İlk olarak 1982 yılında, Egemen Bostancı’nın Şan Müzikholü’nde sahnelenen ‘Artiz Mektebi’ni o yıllarda izlemiştim. Oyun uzun bir süre kapalı gişe oynanmış, halkın ve tiyatroseverlerin büyük ilgisini çekmişti. 35 yıl sonra yeniden sahnelemeye karar verdiğinde mutlaka izlemem gerektiğini söylediğini anımsıyorum. Oyunu izleme fırsatı buldum. ‘Artiz Mektebi’ ‘Yeni Müfredat’a Göre’ ifadesinin hakkını sonuna kadar hak ediyor.
OYUNCULAR VE ROLLERİ
Müjdat Gezen’in büyük bir başarı ile sahneye koyduğu oyunda; Günay Karacaoğlu ve İlker Ayrık başrolleri olağan üstü yorumları ile paylaşıyor. Müzikallerde olduğu gibi, ‘Star’ yöntemine uygun bir rol dağılımı var. Karacaoğlu ve Ayrık, toplamda 14 farklı karaktere odaklaşan rollere hayat veriyorlar. Her iki oyuncunun MSM’nin koridorlarından geçtiğini belirtmekte yarar var. Bu gurur Müjdat Gezen’in.
Ünlü Pop şarkıcısı Betül Demir, hem oyunculuğu ile dikkat çekiyor hem de oyunun müziklerindeki başarısı ile müzikalin değerini artırıyor.
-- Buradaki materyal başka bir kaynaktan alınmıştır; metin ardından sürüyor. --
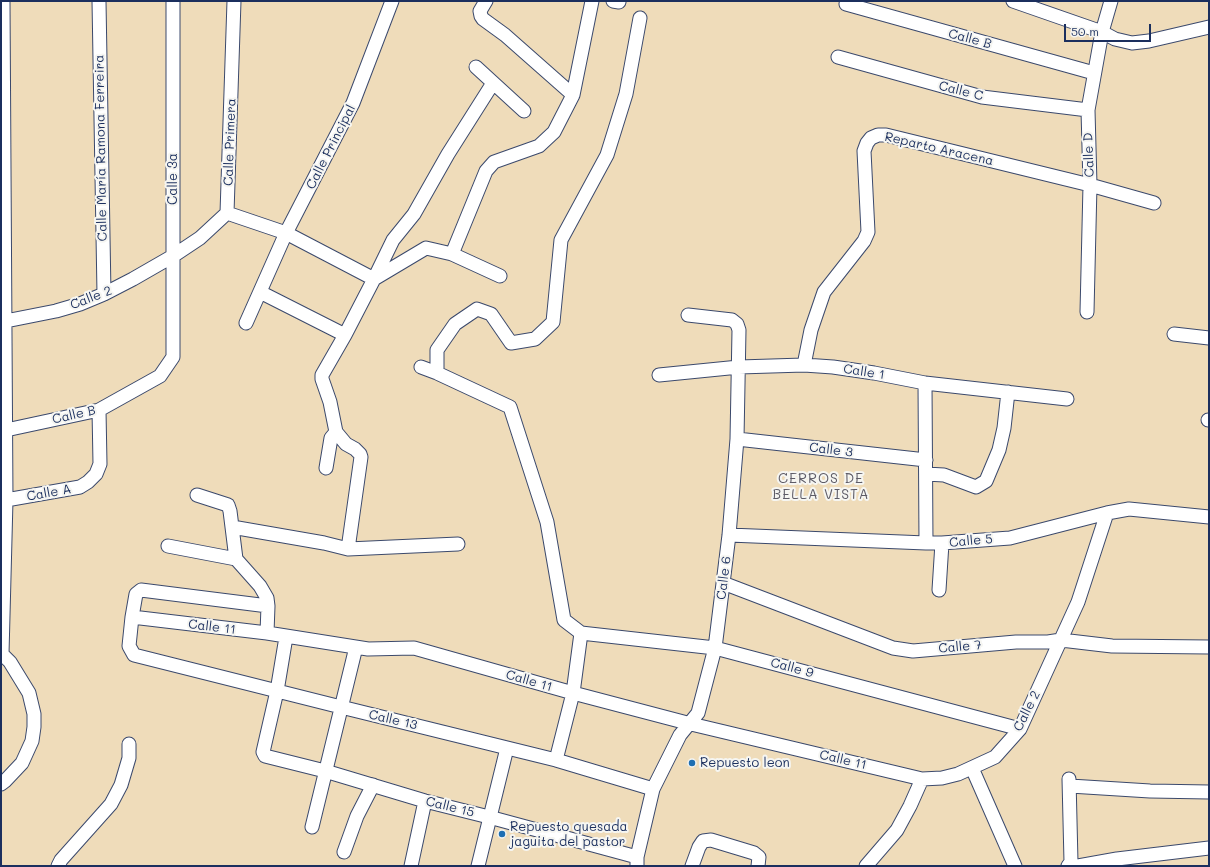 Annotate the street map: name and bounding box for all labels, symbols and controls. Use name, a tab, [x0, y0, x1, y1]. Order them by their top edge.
scale bar	[1066, 16, 1153, 42]
text: 50 m	[1071, 23, 1099, 39]
street label: Calle B	[947, 26, 993, 52]
street label: Calle María Ramona Ferreira	[92, 55, 110, 241]
street label: Calle C	[937, 78, 985, 104]
street label: Calle Primera	[221, 98, 239, 186]
street label: Calle Principal	[303, 102, 359, 192]
street label: Reparto Aracena	[883, 129, 995, 169]
street label: Calle D	[1080, 132, 1098, 178]
street label: Calle 3a	[165, 153, 181, 205]
street label: Calle 2	[68, 283, 114, 313]
street label: Calle 1	[842, 361, 886, 383]
street label: Calle B	[51, 402, 97, 428]
street label: Calle 3	[808, 440, 854, 460]
district label: CERROS DE BELLA VISTA	[772, 471, 870, 504]
street label: Calle A	[25, 481, 73, 505]
street label: Calle 5	[949, 531, 993, 551]
street label: Calle 6	[714, 555, 734, 601]
street label: Calle 11	[187, 616, 237, 638]
street label: Calle 7	[938, 637, 982, 657]
street label: Calle 9	[769, 655, 815, 681]
street label: Calle 11	[504, 667, 554, 695]
street label: Calle 2	[1010, 688, 1044, 734]
street label: Calle 13	[367, 707, 419, 733]
street label: Calle 11	[818, 747, 868, 773]
place label: Repuesto leon	[700, 755, 790, 771]
marker: Repuesto leon	[687, 758, 697, 768]
street label: Calle 15	[424, 793, 476, 821]
place label: Repuesto quesada jaguita del pastor	[510, 819, 628, 850]
marker: Repuesto quesada jaguita del pastor	[497, 829, 507, 839]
Oyunun müziklerine imza atan Betül Demir ve Emirhan Cengiz oyunun iç enerjisini elinde tutuyor. Genç bir yetenek olarak sözünü edebileceğim Sonat Tokuç ile iyi bir ikili oluşturuyorlar. Erken yitirdiğimiz Savaş Dinçel’in canlandırdığı hademe rolünü Barış Taşkın canlandırıyor. Barış Taşkın oyunun en önemli sac ayaklarından biri. Kendisine çok küçük bir rol ayıran Gezen, gençleri öne çıkarıyor. Müjdat Gezen’in en önemli taraflarından biri de vefalı olması. Yıllar önce oyunda rol alan İlhan Daner’e bu oyunda küçük de olsa verdiği rol ile usta sanatçıya saygı duruşunda bulunuyor. Yirmi beş kişiden oluşan müzikalin oyun kadrosu, güncel yorumu ile daha da büyük ilgi uyandırıyor.
Atatürk’ü kalplerde hissettiren oyun, Cumhuriyet dönemi sanatçılarının Atatürk’e olan sevgisini ve bağlılığını sahnelere taşıyor. Sahnede bir Atatürk büstünün yer aldığı oyunda, İzmir Marşı’nın simgesel ezgileri, izleyicilerin inanılmaz coşkusu ile birleşiyor. ‘Yeni Müfredat’a göre, kesinlikle görülmesi gereken bir oyun.